Wir erleben und haben erlebt, dass Mütter nicht ernst genommen werden, dass sie zu Elternvereinbarungen über angedrohte Sorgerechtsentzüge, Teilsorgeentzüge etc. gefügig gemacht werden. An dieser Stell möchten wir auf Herrn Blüm verweisen, welche echte Mutter ist dann nicht „konsensfähig“, zumal sie die Gewalt des Partners/Ehemannes zumeist mehrfach hautnah erlebte und diesem Mann nicht ein Kleinkind ausliefern kann.
Weiter wird ignoriert, dass Kindesmisshandlungen und sexueller Missbrauch eines Kindes Wiederholungstaten sind und dagegen keine Garantie gewonnen wird, wenn Väter ein „kooperatives Verhalten“ mit Ämtern und Gerichten bekunden.
Die Verharmlosung des Leidens der Kinder, die Rechtlosigkeit von Kindern und die Überbetonung der Väterrechte sehen wir als Fehler an.
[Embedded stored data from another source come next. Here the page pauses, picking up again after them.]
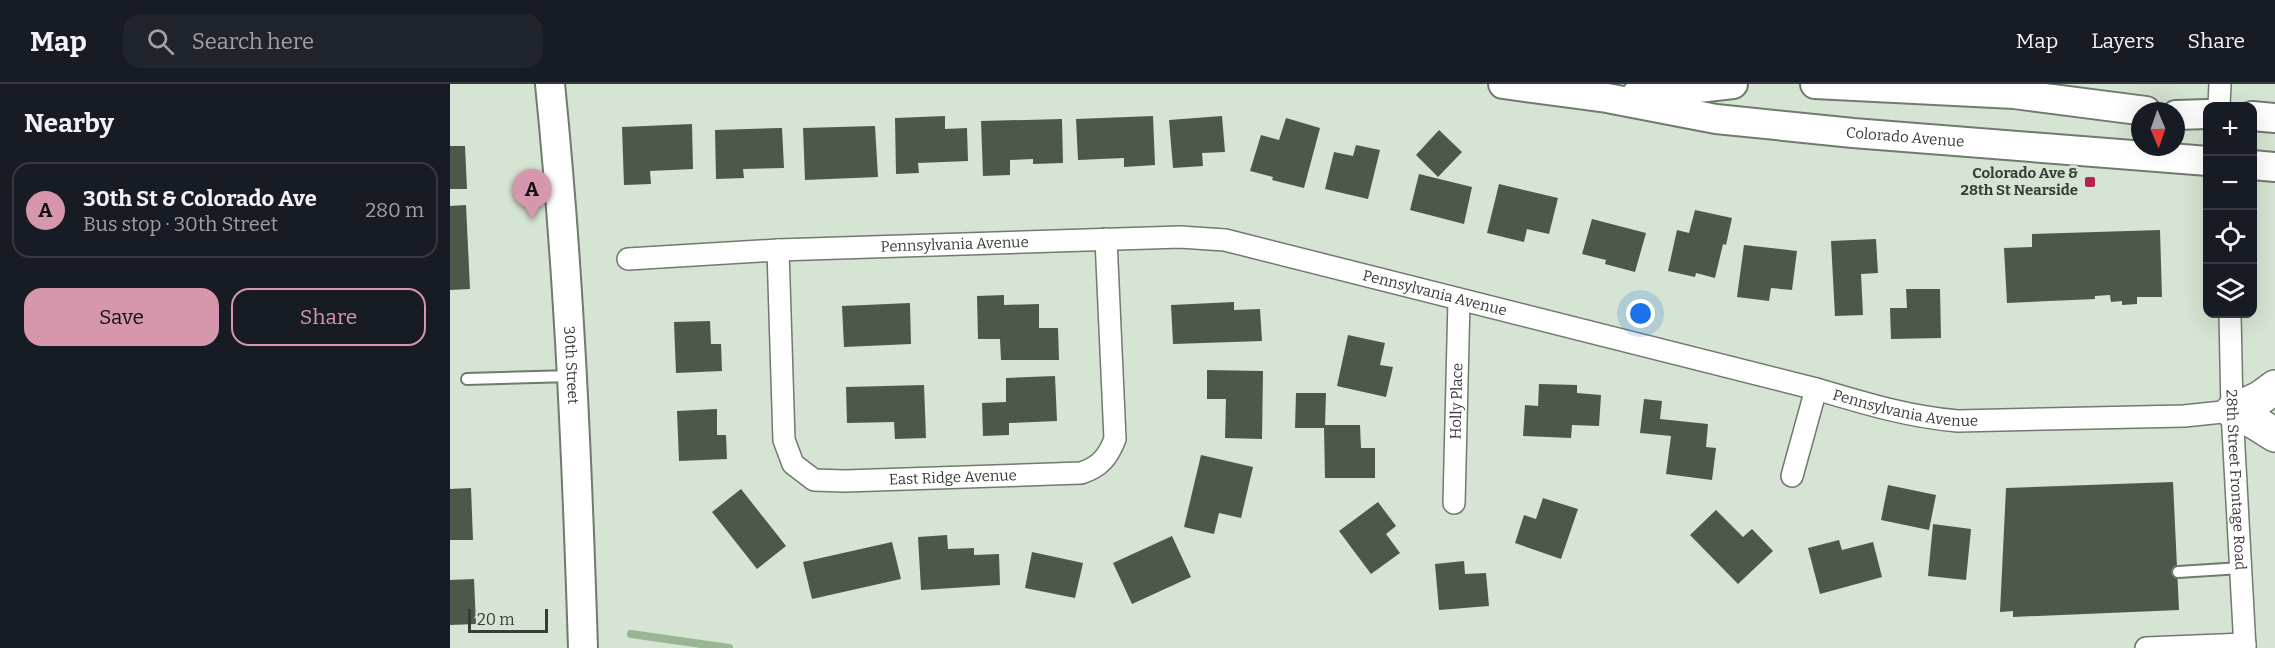 <!DOCTYPE html>
<meta charset="utf-8">
<style>
body{margin:0;font-family:Bitter,serif;background:#20242c;color:#f1f3f6}
.controls{position:absolute;right:18px;top:18px;display:grid;overflow:hidden;border-radius:12px;box-shadow:0 6px 24px #0002}
.controls button{width:54px;height:54px;display:grid;place-items:center;padding:0;border:0;border-bottom:2px solid #363941;background:#171b24;color:#f1f3f6;font:30px sans-serif}
.compass{position:absolute;left:1681px;top:18px;width:54px;height:54px;border-radius:50%;background:#171b24;box-shadow:0 6px 24px #0002;rotate:178deg}
.scale{position:absolute;left:18px;bottom:15px;width:80px;box-sizing:border-box;padding-left:6px;border:3px solid #373d36;border-top:0;font-size:16px;line-height:21px;white-space:nowrap;color:#373d36;-webkit-text-stroke:4px #d6e4d3;paint-order:stroke}
.you{position:absolute;left:1191px;top:230px;width:21px;height:21px;margin:-15px;border:4px solid #fff;border-radius:50%;background:#1a73e8;box-shadow:0 0 0 9px #1a73e833}
.badge{display:grid;place-items:center;width:39px;height:39px;border-radius:50%;background:#d696ac;color:#111;font-size:20px;font-weight:700}
.pin{position:absolute;translate:-50% -50px;filter:drop-shadow(0 2px 3px #0008)}
.pin::after{content:'';position:absolute;top:32px;width:21px;height:18px;background:inherit;clip-path:polygon(0 0,100% 0,50% 100%)}
.list{margin:0;padding:0;list-style:none}
h2{display:flex;justify-content:space-between;align-items:center;height:78px;margin:0;padding:0 24px;font-size:26px}
h2 small{font-size:20px;font-weight:400;color:#9ea1a6}
.list li{display:grid;grid-template-columns:39px 1fr auto;gap:18px;align-items:center;box-sizing:border-box;height:96px;margin:0 12px 12px;padding:0 12px;border:2px solid #363941;border-radius:18px}
.list b{display:block;font-size:22px;white-space:nowrap}
.list p{margin:0;font-size:20px;white-space:nowrap;color:#9ea1a6}
.list em{font-size:20px;font-style:normal;color:#9ea1a6}
.actions{display:flex;gap:12px;padding:18px 24px}
.actions a{flex:1;padding:14px 0;border:2px solid #d696ac;border-radius:18px;text-align:center;font-size:21px;color:#d696ac}
.actions .main{background:#d696ac;color:#111}
.icon{flex:none;width:33px;height:33px;fill:none;stroke:currentColor;stroke-width:2;stroke-linecap:round;stroke-linejoin:round}
.map{position:relative;flex:none;width:1825px;height:564px;overflow:hidden}
header{display:flex;align-items:center;gap:36px;box-sizing:border-box;height:84px;padding:0 30px;background:#171b24;border-bottom:2px solid #363941}
header strong{font-size:28px}
nav{display:flex;gap:33px;margin-inline-start:auto;font-size:21px}
.search{width:420px;height:54px;background:#20242c;display:flex;align-items:center;gap:15px;box-sizing:border-box;padding:0 21px;border-radius:18px;color:#9ea1a6;font-size:22px}
main{display:flex}
aside{flex:1;background:#171b24}
.map>svg:first-child{display:block}
.lines{fill:none;stroke-linecap:round;stroke-linejoin:round}
.stream{stroke:#9ab593;stroke-width:8}
.building{fill:#4d584a}
.service-casing{stroke:#6f7b6c;stroke-width:14}
.minor-casing{stroke:#6f7b6c;stroke-width:24}
.secondary-casing{stroke:#6f7b6c;stroke-width:32}
.trunk-casing{stroke:#6f7b6c;stroke-width:36}
.service{stroke:#fff;stroke-width:10}
.minor{stroke:#fff;stroke-width:21}
.secondary{stroke:#fff;stroke-width:28}
.trunk{stroke:#fff;stroke-width:33}
.poi-dot{fill:#b62551;stroke:#d6e4d3;stroke-width:2}
.labels{text-anchor:middle;stroke-width:6;stroke-linejoin:round;paint-order:stroke}
.street-label{font-size:15px;fill:#373d36;stroke:#d6e4d3}
.poi-label{font-size:15px;font-weight:bold;fill:#373d36;stroke:#d6e4d3;text-anchor:end}
</style>
<header>
<strong>Map</strong>
<div class="search"><svg class="icon" aria-label="search" viewBox="0 0 24 24"><circle cx="10" cy="10" r="6"/><path d="M15 15l6 6"/></svg>Search here</div>
<nav><a>Map</a><a>Layers</a><a>Share</a></nav>
</header>
<main>
<aside>
<h2>Nearby<small></small></h2>
<ul class="list">
<li><span class="badge">A</span><div><b>30th St &amp; Colorado Ave</b><p>Bus stop · 30th Street</p></div><em>280 m</em></li>
</ul>
<div class="actions"><a class="main">Save</a><a>Share</a></div>
</aside>
<div class="map">
<svg width="1825" height="564" viewBox="0 0 1825 564">
<rect width="100%" height="100%" fill="#d6e4d3"/>
<g class="lines">
<path class="stream" d="M181,550l98,14"/>
</g>
<path class="building" d="M495,32v13l22,-1 1,33 -50,2 1,10 -23,1 -1,-56z
M703,32l2,49 -31,2v-9l-46,2 -2,-41z
M772,32l3,36 -23,1 1,13 -30,2 -4,-48z
M836,34l34,10 -16,60 -32,-8 1,-3 -23,-6 11,-36 18,5z
M612,35l1,44 -30,1v-5l-23,1v15l-27,1 -2,-55z
M242,40l1,45 -43,2 1,13 -27,1 -2,-58z
M425,42l3,51 -73,3 -2,-52z
M332,44l2,40 -41,1 1,9 -28,1 -1,-49z
M989,46l23,22 -24,25 -22,-22z
M906,61l24,5 -12,49 -43,-10 9,-37 19,4z
M0,62h15l2,43h-17z
M969,90l53,13 -8,37 -54,-14z
M1049,100l59,14 -9,36 -22,-5 -3,13 -37,-9z
M16,121l4,84 -20,1v-84z
M1245,126l37,8 -6,27 -3,-1 -8,34 -19,-5 -1,4 -27,-6 9,-41 12,3z
M1142,135l54,14 -11,39 -30,-8 1,-4 -24,-6z
M1710,146l2,67h-25v7l-15,1v-4l-11,1 -1,-7 -15,1v3l-88,4 -3,-55 28,-1v-13z
M1426,155l2,34 -17,1 2,41 -28,1 -4,-75z
M1294,161l53,6 -5,39 -21,-2 -2,13 -32,-4z
M1456,205h34l1,49 -50,1 -1,-31h17z
M554,211v10l35,-1v24h19l1,32h-58l-1,-21h-22l-1,-43z
M784,218v8l26,-1 2,32 -89,3 -2,-39z
M460,219l1,41 -67,3 -2,-41z
M260,237l1,23h10l1,27 -46,2 -2,-51z
M898,251l37,8 -5,22 13,2 -7,30 -49,-11z
M757,286l56,1 -1,68 -37,-1 1,-39h-19z
M605,292l2,45 -48,2v12l-26,1 -1,-33 24,-1v-24z
M1089,300l38,1v8l24,2 -2,31 -27,-1 -1,13 -48,-2 2,-31 13,1z
M474,301l2,53 -31,1 -1,-17 -47,1 -1,-36z
M846,309h30l-1,32h35l1,23h14v30h-50l-1,-50h-29z
M1194,315l18,2 -2,18 48,5 -2,23 10,1 -4,32 -46,-6 5,-38 -31,-3z
M267,325v26h9l1,24 -48,2 -2,-50z
M751,371l52,12 -12,51 -22,-5 -5,21 -30,-7z
M1723,398l6,128 -166,7v-6l-13,1 6,-124z
M1438,401l48,10 -7,35 -48,-10z
M21,404l2,52h-23v-51z
M291,405l45,57 -29,23 -45,-57z
M1093,414l35,11 -17,50 -46,-16 9,-28 12,4z
M928,418l18,24 -10,8 14,19 -29,21 -32,-43z
M1266,426l27,27 9,-8 21,22 -35,33 -48,-49z
M1483,440l38,5 -5,51 -38,-4z
M497,451l1,14 26,-1v7l25,-1 1,31 -79,5 -3,-53z
M722,452l19,41 -59,27 -19,-41z
M1389,456l3,10 31,-8 9,35 -62,17 -12,-46z
M442,458l9,37 -89,20 -9,-37z
M582,468l51,11 -8,35 -50,-10z
M1014,477l1,13 21,-1 3,33 -50,4 -4,-46z
M24,495l2,45 -26,1v-45z"/>
<g class="lines">
<defs>
<path id="service" d="M17,295l105,-3
M1728,488l63,-4"/>
<g id="minor">
<path d="M1769,22l1,-22"/>
<path id="s1" d="M328,166l6,190 9,24 21,16 31,1 236,-8c19,-6 27,-16 34,-34l-9,-200"/>
<path id="s2" d="M178,175l150,-9 402,-13 45,3 591,149c47,14 93,28 142,32l226,-5 48,-5"/>
<path id="s3" d="M1780,230l2,97 13,237"/>
<path d="M1342,392l24,-87"/>
<path id="s4" d="M1004,419l5,-203"/>
<path d="M1696,564l99,-4"/>
</g>
<g id="secondary">
<path id="s5" d="M100,0c19,188 27,376 33,564"/>
<path id="s6" d="M1053,0l104,14 109,21 137,14 355,28"/>
<path d="M1365,0l199,10 132,17"/>
<path d="M1186,11l97,-11"/>
<path d="M1726,31l32,-1"/>
<path d="M1802,32l23,2"/>
<path d="M1802,81l23,2"/>
</g>
<path id="trunk" d="M1782,327l28,-13 15,-11
M1782,327l24,12 19,12"/>
</defs>
<use href="#service" class="service-casing"/>
<use href="#minor" class="minor-casing"/>
<use href="#secondary" class="secondary-casing"/>
<use href="#trunk" class="trunk-casing"/>
<use href="#service" class="service"/>
<use href="#minor" class="minor"/>
<use href="#secondary" class="secondary"/>
<use href="#trunk" class="trunk"/>
</g>
<rect class="poi-dot" x="1634" y="92" width="12" height="12" rx="3"/>
<g class="labels">
<g class="street-label">
<text dy="5" stroke="none"><textPath href="#s6" startOffset="406">Colorado Avenue</textPath></text>
<text dy="5" stroke="none"><textPath href="#s2" startOffset="327">Pennsylvania Avenue</textPath></text>
<text dy="5" stroke="none"><textPath href="#s2" startOffset="814">Pennsylvania Avenue</textPath></text>
<text dy="5" stroke="none"><textPath href="#s5" startOffset="282">30th Street</textPath></text>
<text dy="5" stroke="none"><textPath href="#s4" startOffset="102">Holly Place</textPath></text>
<text dy="5" stroke="none"><textPath href="#s2" startOffset="1299">Pennsylvania Avenue</textPath></text>
<text dy="5" stroke="none"><textPath href="#s1" startOffset="381">East Ridge Avenue</textPath></text>
<text dy="5" stroke="none"><textPath href="#s3" startOffset="166">28th Street Frontage Road</textPath></text>
</g>
<g class="poi-label">
<text x="1628" y="94">Colorado Ave &amp;<tspan x="1628" dy="17">28th St Nearside</tspan></text>
</g>
</g>
</svg>
<div class="controls">
<button>+</button>
<button>−</button>
<button><svg class="icon" aria-label="locate" viewBox="0 0 24 24"><circle cx="12" cy="12" r="6"/><path d="M12 2v4M12 18v4M2 12h4M18 12h4"/></svg></button>
<button><svg class="icon" aria-label="layers" viewBox="0 0 24 24"><path d="M12 4l9 5-9 5-9-5zM3 14l9 5 9-5"/></svg></button>
</div>
<svg class="compass" viewBox="-18 -18 36 36"><path d="M0-13l5 13h-10z" fill="#e53935"/><path d="M0 13l5-13h-10z" fill="#9ea1a6"/></svg>
<div class="scale">20 m</div>
<div class="you"></div>
<div class="pin badge" style="left:82px;top:135px">A</div>
</div>
</main>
Wir begegnen teilweise auch Mitarbeitern der Jugendämter oder engagierten Fachkräften, die den Kinderschutz sehr ernst nehmen, deren Entscheidungsspielräume jedoch oft begrenzt werden, durch ökonomische Zwänge aber auch durch die jeweiligen Philosophien eines Jugendamtes (Cochemer Modell, Elternkonsens, Umgang um jeden Preis).
Wir fordern eine klare Linie, bei der das Kindeswohl und der Schutz von Müttern nach Trennung aufgrund von Gewalt eindeutig über dem Väterrecht und Elternkonsens steht!
Selbstverständlich stehen wir jederzeit zur Verfügung, um die aufgeworfenen Fragen in einem persönlichen Gespräch weitergehend zu erörtern.

VON ALLEN FRAUEN MIT KINDERN VOR DEN FAMILIENGERICHTEN !!!